Italy Highlights

Welcome to Spanish Steps and Roman Roads, your walking, adventure and culture guide to Spain, Italy and their out of this world scenery and unmatched hospitality.

The Vatican Museums are the civic art and sculpture museums in the Vatican City, which show works from the wide collection of the Roman Catholic Church. Pope Julius II founded the museums in the 16th century. The Fontana di Trevi or Trevi Fountain is the most famous and arguably the most beautiful fountain in all of Rome. This imposing tombstone dominates the small Trevi square located in the Quirinale district. You will not find any additional place in the world that celebrates the ever-mutating and hard to believe power of water like Rome. The Trevi Fountain is a unbelievable work of art that is much more than a mere sculpture. This successful example of Baroque art with its yielding, usual lines and dream creatures embodies movement as the soul of the world. The fountain is a true wonder, a jewel of water and stone that is nestled between the palaces of the historic centre of the city.

 

The Tower of Pisa was a labor of art, performed in three stages over an age of about 177 years. Structure of the first floor of the white marble campanile began on August 9, 1173, a period of armed success and prosperity. This first floor is bounded by pillars with classical capitals, leaning against blind arches. In the past it was widely believed that the inclination of the Tower was part of the project ever since its beginning, but now we know that it is not so. The Tower was designed to be "vertical", and started to incline during its construction.

 

For an extended time, it was supposed that the Baptistry was originally a Roman temple dedicated to Mars, the tutelary god of the old Florence. Dante is often mentioned as the founder of this legend, but this is wrong. The creator of this legend was Giovanni Villani in the 14th century. However, excavations in the 20th century have shown that there was a first century Roman wall running through the piazza with the Baptistry.

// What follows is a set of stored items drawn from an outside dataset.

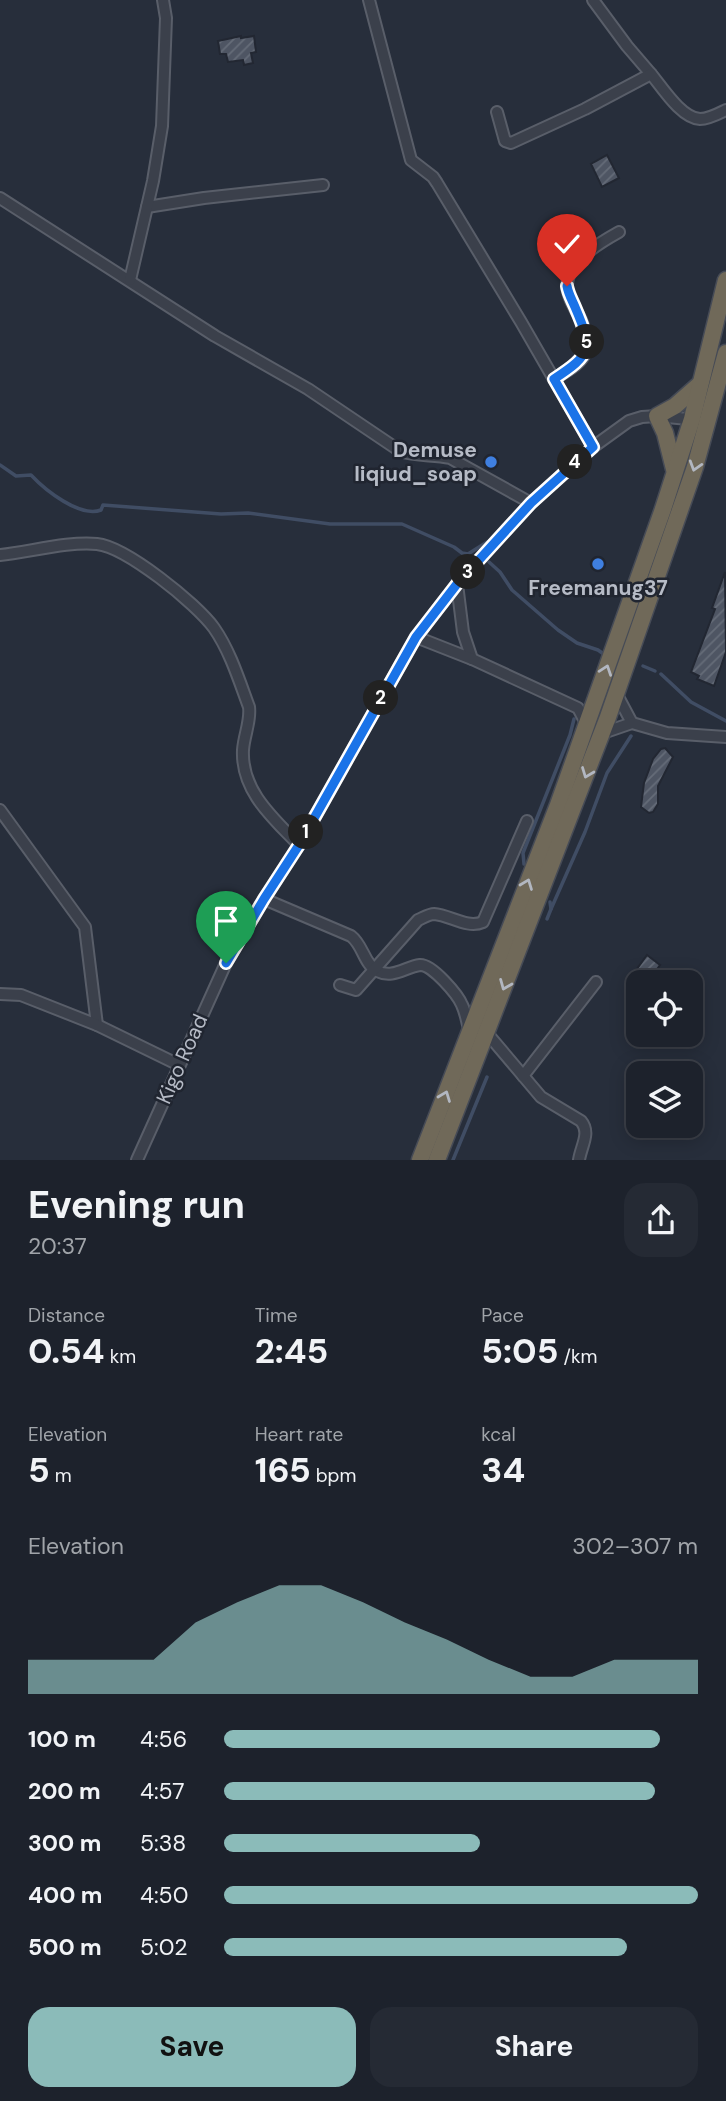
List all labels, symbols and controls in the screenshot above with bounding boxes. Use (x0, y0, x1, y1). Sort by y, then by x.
pin (537, 214, 597, 286)
icon: check (548, 225, 586, 263)
pin: 5 (570, 324, 604, 360)
text: 5 (581, 329, 592, 354)
place label: Demuse liqiud_soap (354, 436, 477, 488)
pin: 4 (558, 444, 592, 480)
text: 4 (568, 449, 581, 474)
marker: Demuse liqiud_soap (483, 454, 499, 470)
one-way arrow (689, 459, 704, 471)
pin: 3 (450, 554, 486, 590)
marker: Freemanug37 (590, 556, 606, 572)
text: 3 (462, 559, 473, 584)
place label: Freemanug37 (528, 574, 668, 602)
one-way arrow (598, 665, 612, 677)
pin: 2 (364, 680, 398, 716)
text: 2 (375, 685, 386, 710)
one-way arrow (582, 766, 596, 778)
pin: 1 (288, 814, 324, 850)
text: 1 (302, 819, 309, 844)
one-way arrow (519, 878, 533, 890)
pin (196, 891, 256, 963)
icon: arrive (207, 902, 245, 940)
map controls (626, 970, 703, 1138)
button: locate (626, 970, 703, 1047)
one-way arrow (499, 978, 513, 990)
street label: Kigo Road (150, 1010, 214, 1108)
button: layers (626, 1061, 703, 1138)
one-way arrow (437, 1090, 451, 1102)
text: Evening run (28, 1180, 245, 1230)
button: share (624, 1183, 698, 1257)
text: 20:37 (28, 1231, 87, 1261)
text: Distance (28, 1303, 105, 1328)
text: Time (255, 1303, 298, 1328)
text: Pace (481, 1303, 524, 1328)
text: 0.54 (28, 1328, 105, 1374)
text: 2:45 (255, 1328, 328, 1374)
text: 5:05 (481, 1328, 558, 1374)
text: km (105, 1344, 136, 1369)
text: /km (558, 1344, 597, 1369)
text: Elevation (28, 1422, 107, 1447)
text: Heart rate (255, 1422, 343, 1447)
text: kcal (481, 1422, 516, 1447)
text: 5 (28, 1447, 50, 1493)
text: 165 (255, 1447, 311, 1493)
text: 34 (481, 1447, 525, 1493)
text: m (50, 1463, 72, 1488)
text: bpm (311, 1463, 356, 1488)
text: Elevation (28, 1531, 124, 1561)
text: 302–307 m (572, 1531, 698, 1561)
text: 100 m (28, 1724, 96, 1754)
text: 4:56 (140, 1724, 187, 1754)
text: 200 m (28, 1776, 101, 1806)
text: 4:57 (140, 1776, 185, 1806)
text: 300 m (28, 1828, 101, 1858)
text: 5:38 (140, 1828, 186, 1858)
text: 400 m (28, 1880, 102, 1910)
text: 4:50 (140, 1880, 188, 1910)
text: 500 m (28, 1932, 102, 1962)
text: 5:02 (140, 1932, 187, 1962)
button: Save (28, 2007, 356, 2087)
button: Share (370, 2007, 698, 2087)

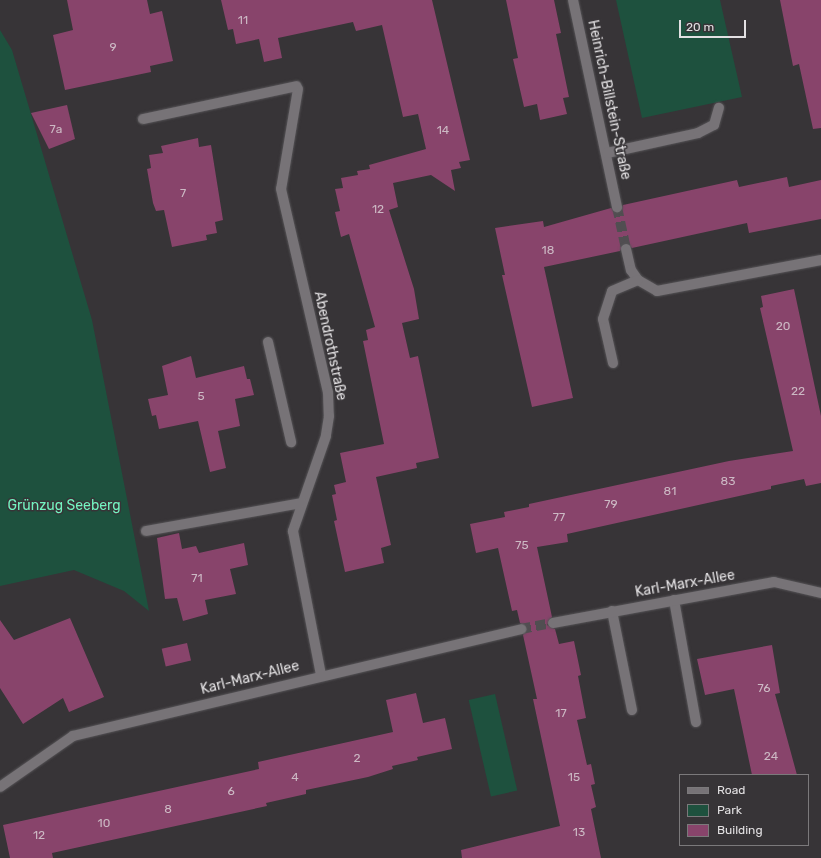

Opposite the Duomo is its octagonal Baptistry, with several decorated doors.  Crowds gather to see only one set of gilded bronze doors, the Gates of Paradise by Lorenzo Ghiberti.

 

Michelangelo's David arrived in 1873, moved here from the Piazza della Signoria in order to improved preserve it. A copy of the statue still stands in Piazza della Signoria where it formerly was displayed. Despite the familiarity of the statue's image, the sheer size of the marble statue comes as a surprise.

 

The St. Mark's Square (Piazza San Marco), which was called "the drawing room of the world" by Musset, has been the centre of the holy and social life in the Venetian republic for almost one millennium. Here you will find the St. Mark's Basilica (Basilica San Marco), the Doge's Palace (Palazzo Ducale) and the Bell tower (Campanile).